In this season of perpetual emergencies, cybersecurity professionals may feel that their time is spent entirely in responding to security situations. When every minute is devoted to managing actual crises, CISOs may wonder what the point is of crisis preparation.
However, as the pandemic stretches out indefinitely, a proactive mindset to information security is critical to thriving instead of just surviving. After all, many of the issues faced during this time aren’t new. The attacks are intense, but many are just recycled techniques. Budgets are tight, but when has there ever been enough? Finding experienced team members is rough, but with unemployment in other sectors, at least there are willing prospects.
In other words, preparation for cyber incidents should be part of a security program’s continuous lifecycle regardless of the current climate. Tabletop exercises (TTX) are an important mechanism for thinking through emergencies before they happen to ensure efficient and consistent responses.

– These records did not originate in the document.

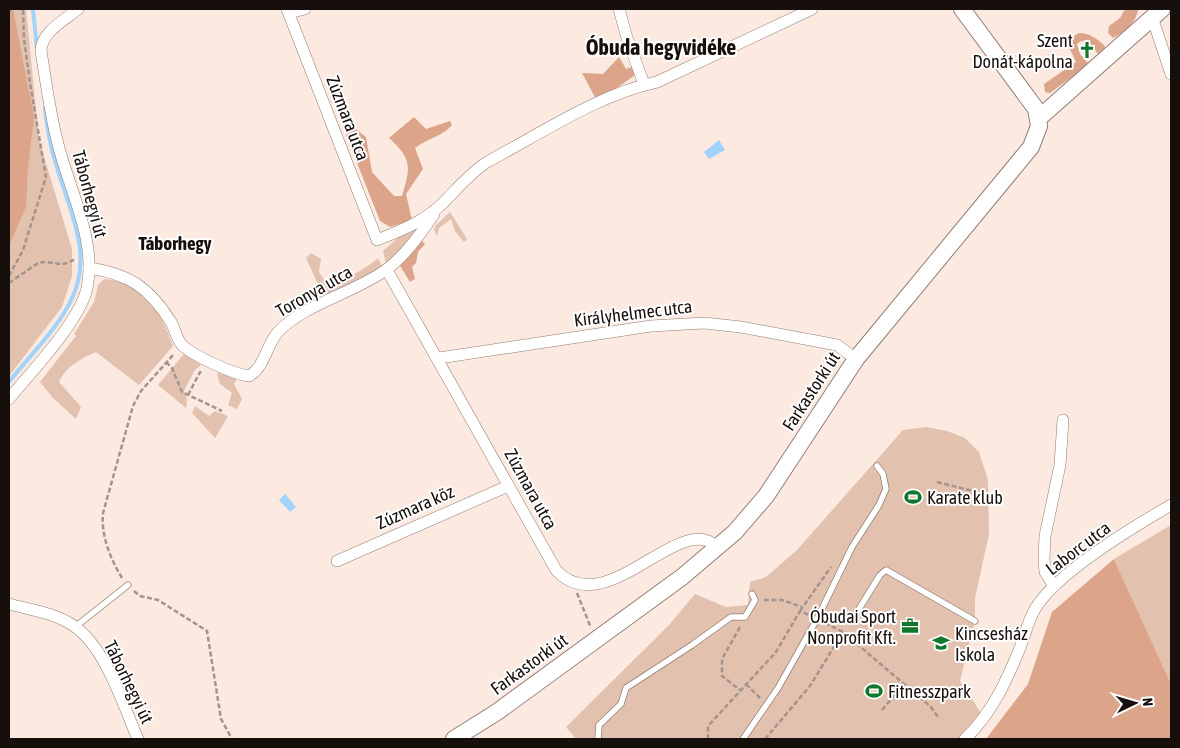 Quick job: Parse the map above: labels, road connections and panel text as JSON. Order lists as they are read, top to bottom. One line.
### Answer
{"streets":{"street":["Zúzmara utca","Táborhegyi út","Toronya utca","Királyhelmec utca","Farkastorki út","Zúzmara köz","Laborc utca"]},"crossings":[["Zúzmara utca","Toronya utca"],["Zúzmara utca","Királyhelmec utca"],["Zúzmara utca","Zúzmara köz"],["Királyhelmec utca","Farkastorki út"]],"districts":["Óbuda hegyvidéke","Táborhegy"],"places":{"church":["Szent Donát-kápolna"],"sports":["Karate klub","Fitnesszpark"],"office":["Óbudai Sport Nonprofit Kft."],"school or university":["Kincsesház Iskola"]},"north":"right"} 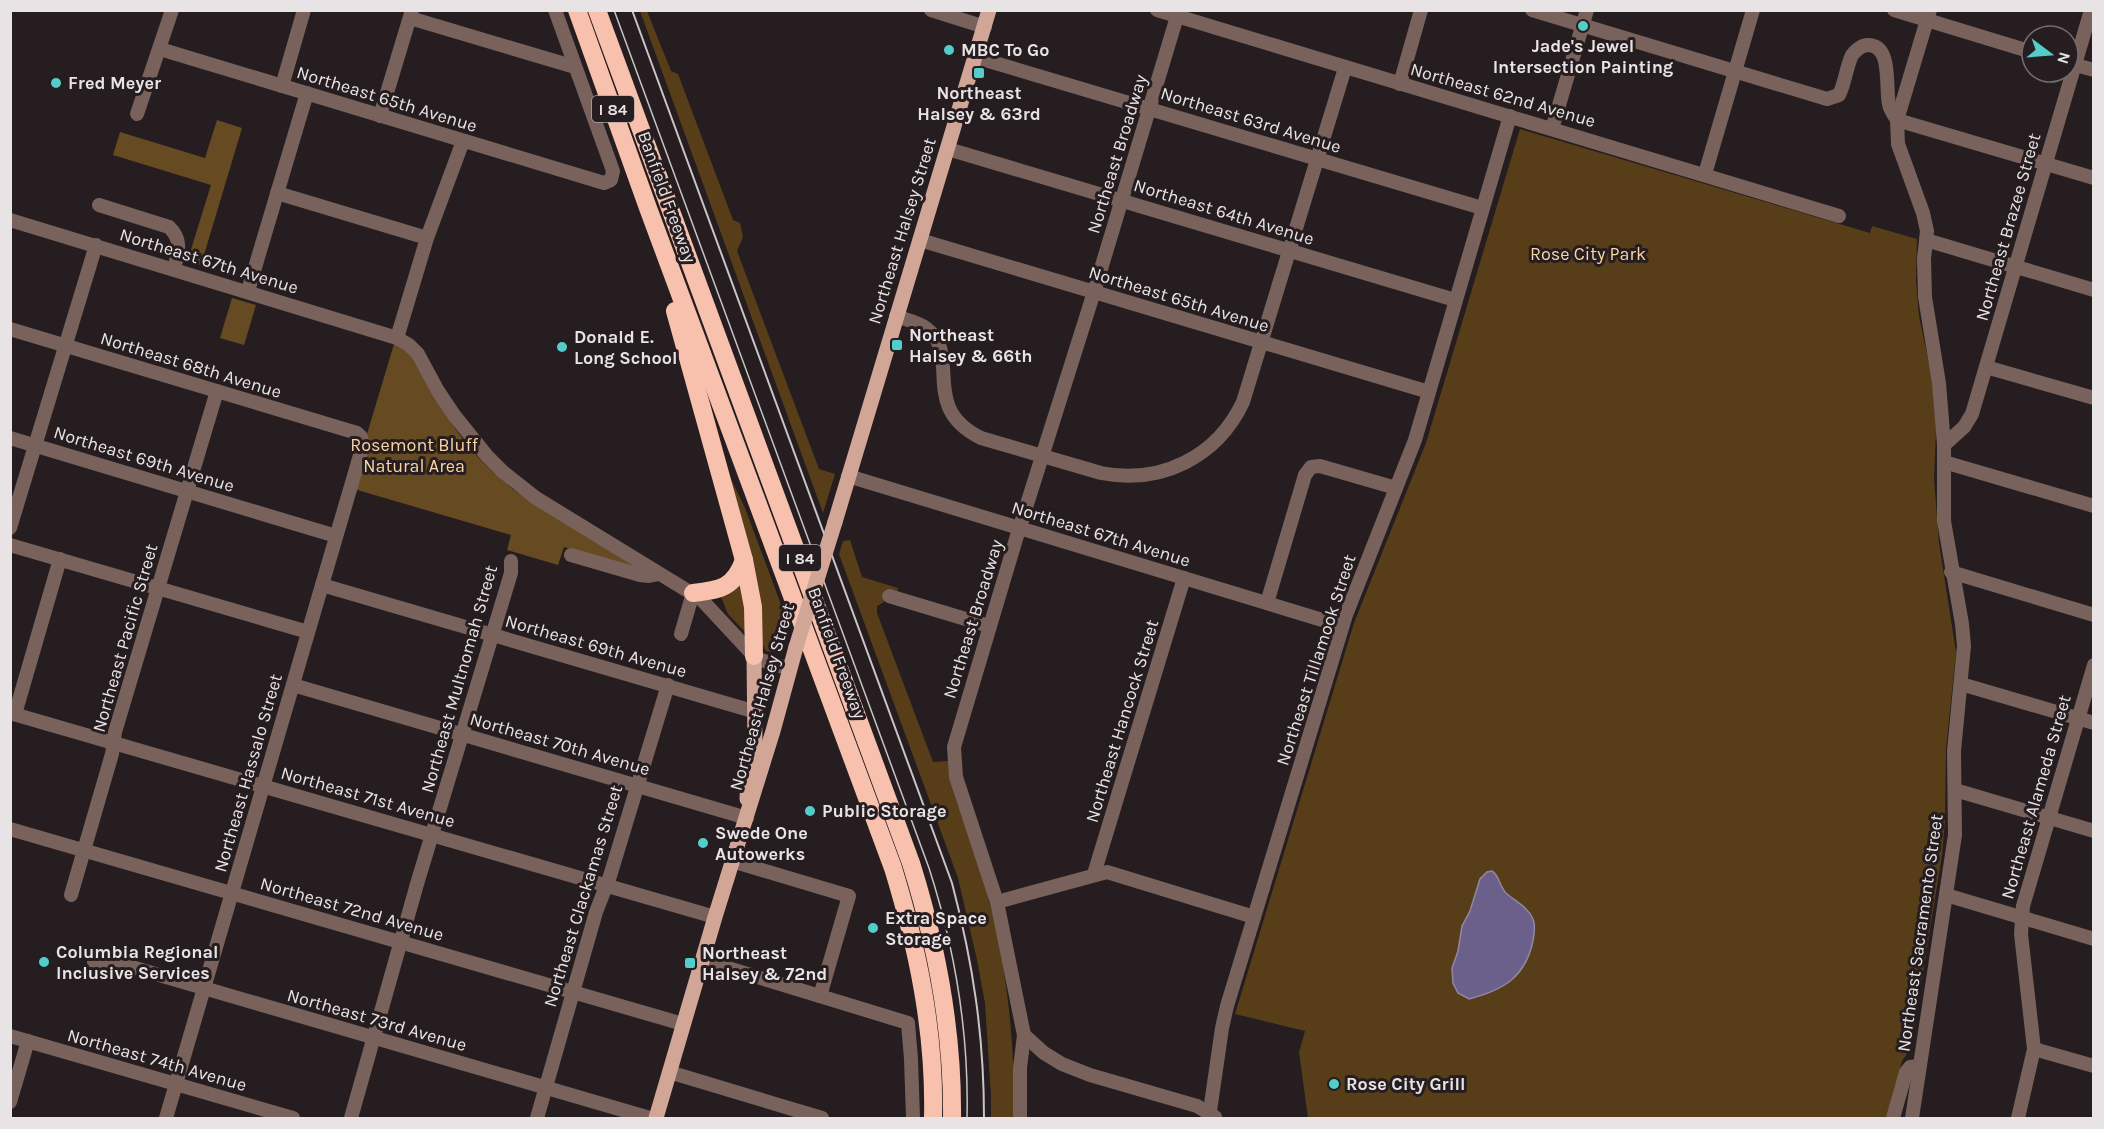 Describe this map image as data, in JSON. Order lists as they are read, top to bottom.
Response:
{
  "streets": {
    "highway": ["I 84", "Banfield Freeway"],
    "main road": ["Northeast Halsey Street"],
    "street": [
      "Northeast 62nd Avenue",
      "Northeast 65th Avenue",
      "Northeast 63rd Avenue",
      "Northeast Broadway",
      "Northeast 64th Avenue",
      "Northeast Brazee Street",
      "Northeast 67th Avenue",
      "Northeast 68th Avenue",
      "Northeast 69th Avenue",
      "Northeast Pacific Street",
      "Northeast Tillamook Street",
      "Northeast Multnomah Street",
      "Northeast Hancock Street",
      "Northeast 70th Avenue",
      "Northeast Hassalo Street",
      "Northeast 71st Avenue",
      "Northeast Alameda Street",
      "Northeast Clackamas Street",
      "Northeast 72nd Avenue",
      "Northeast Sacramento Street",
      "Northeast 73rd Avenue",
      "Northeast 74th Avenue"
    ]
  },
  "crossings": [
    ["Northeast 62nd Avenue", "Northeast Broadway"],
    ["Northeast 62nd Avenue", "Northeast Tillamook Street"],
    ["Northeast 65th Avenue", "Northeast Broadway"],
    ["Northeast 65th Avenue", "Northeast Halsey Street"],
    ["Northeast 65th Avenue", "Northeast Tillamook Street"],
    ["Northeast 63rd Avenue", "Northeast Broadway"],
    ["Northeast 63rd Avenue", "Northeast Halsey Street"],
    ["Northeast 63rd Avenue", "Northeast Tillamook Street"],
    ["Northeast Broadway", "Northeast 64th Avenue"],
    ["Northeast Broadway", "Northeast 67th Avenue"],
    ["Northeast 64th Avenue", "Northeast Halsey Street"],
    ["Northeast 64th Avenue", "Northeast Tillamook Street"],
    ["Northeast Brazee Street", "Northeast Sacramento Street"],
    ["Northeast Halsey Street", "Northeast 67th Avenue"],
    ["Northeast Halsey Street", "Northeast 70th Avenue"],
    ["Northeast Halsey Street", "Northeast 71st Avenue"],
    ["Northeast Halsey Street", "Northeast 72nd Avenue"],
    ["Northeast 67th Avenue", "Northeast Tillamook Street"],
    ["Northeast 67th Avenue", "Northeast Hancock Street"],
    ["Northeast 68th Avenue", "Northeast Pacific Street"],
    ["Northeast 68th Avenue", "Northeast Hassalo Street"],
    ["Northeast 69th Avenue", "Northeast Pacific Street"],
    ["Northeast 69th Avenue", "Northeast Multnomah Street"],
    ["Northeast 69th Avenue", "Northeast Hassalo Street"],
    ["Northeast 69th Avenue", "Northeast Clackamas Street"],
    ["Northeast Pacific Street", "Northeast 71st Avenue"],
    ["Northeast Pacific Street", "Northeast 72nd Avenue"],
    ["Northeast Multnomah Street", "Northeast 70th Avenue"],
    ["Northeast Multnomah Street", "Northeast 71st Avenue"],
    ["Northeast Multnomah Street", "Northeast 72nd Avenue"],
    ["Northeast Multnomah Street", "Northeast 73rd Avenue"],
    ["Northeast 70th Avenue", "Northeast Hassalo Street"],
    ["Northeast 70th Avenue", "Northeast Clackamas Street"],
    ["Northeast Hassalo Street", "Northeast 71st Avenue"],
    ["Northeast Hassalo Street", "Northeast 72nd Avenue"],
    ["Northeast Hassalo Street", "Northeast 73rd Avenue"],
    ["Northeast Hassalo Street", "Northeast 74th Avenue"],
    ["Northeast 71st Avenue", "Northeast Clackamas Street"],
    ["Northeast Clackamas Street", "Northeast 72nd Avenue"],
    ["Northeast Clackamas Street", "Northeast 73rd Avenue"]
  ],
  "parks": ["Rose City Park", "Rosemont Bluff Natural Area"],
  "places": {
    "other": [
      "Jade's Jewel Intersection Painting",
      "MBC To Go",
      "Fred Meyer",
      "Donald E. Long School",
      "Public Storage",
      "Swede One Autowerks",
      "Extra Space Storage",
      "Columbia Regional Inclusive Services",
      "Rose City Grill"
    ],
    "transit": ["Northeast Halsey & 63rd", "Northeast Halsey & 66th", "Northeast Halsey & 72nd"]
  },
  "north": "right"
}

Tabletop exercises are informal training sessions in which a hypothetical situation is introduced, and the team members talk through what the response should be. TTX can help CISOs map out incident response plans, refine existing protocols, and train personnel on their roles and responsibilities if the hypothetical becomes reality.
Although they require forethought and planning, conducting tabletop exercises is a relatively quick and inexpensive way to test security procedures for when a breach does occur. Getting the key people together to discuss best practices for a given scenario and their personal responsibilities in that situation is one of the simplest defense mechanisms you can employ.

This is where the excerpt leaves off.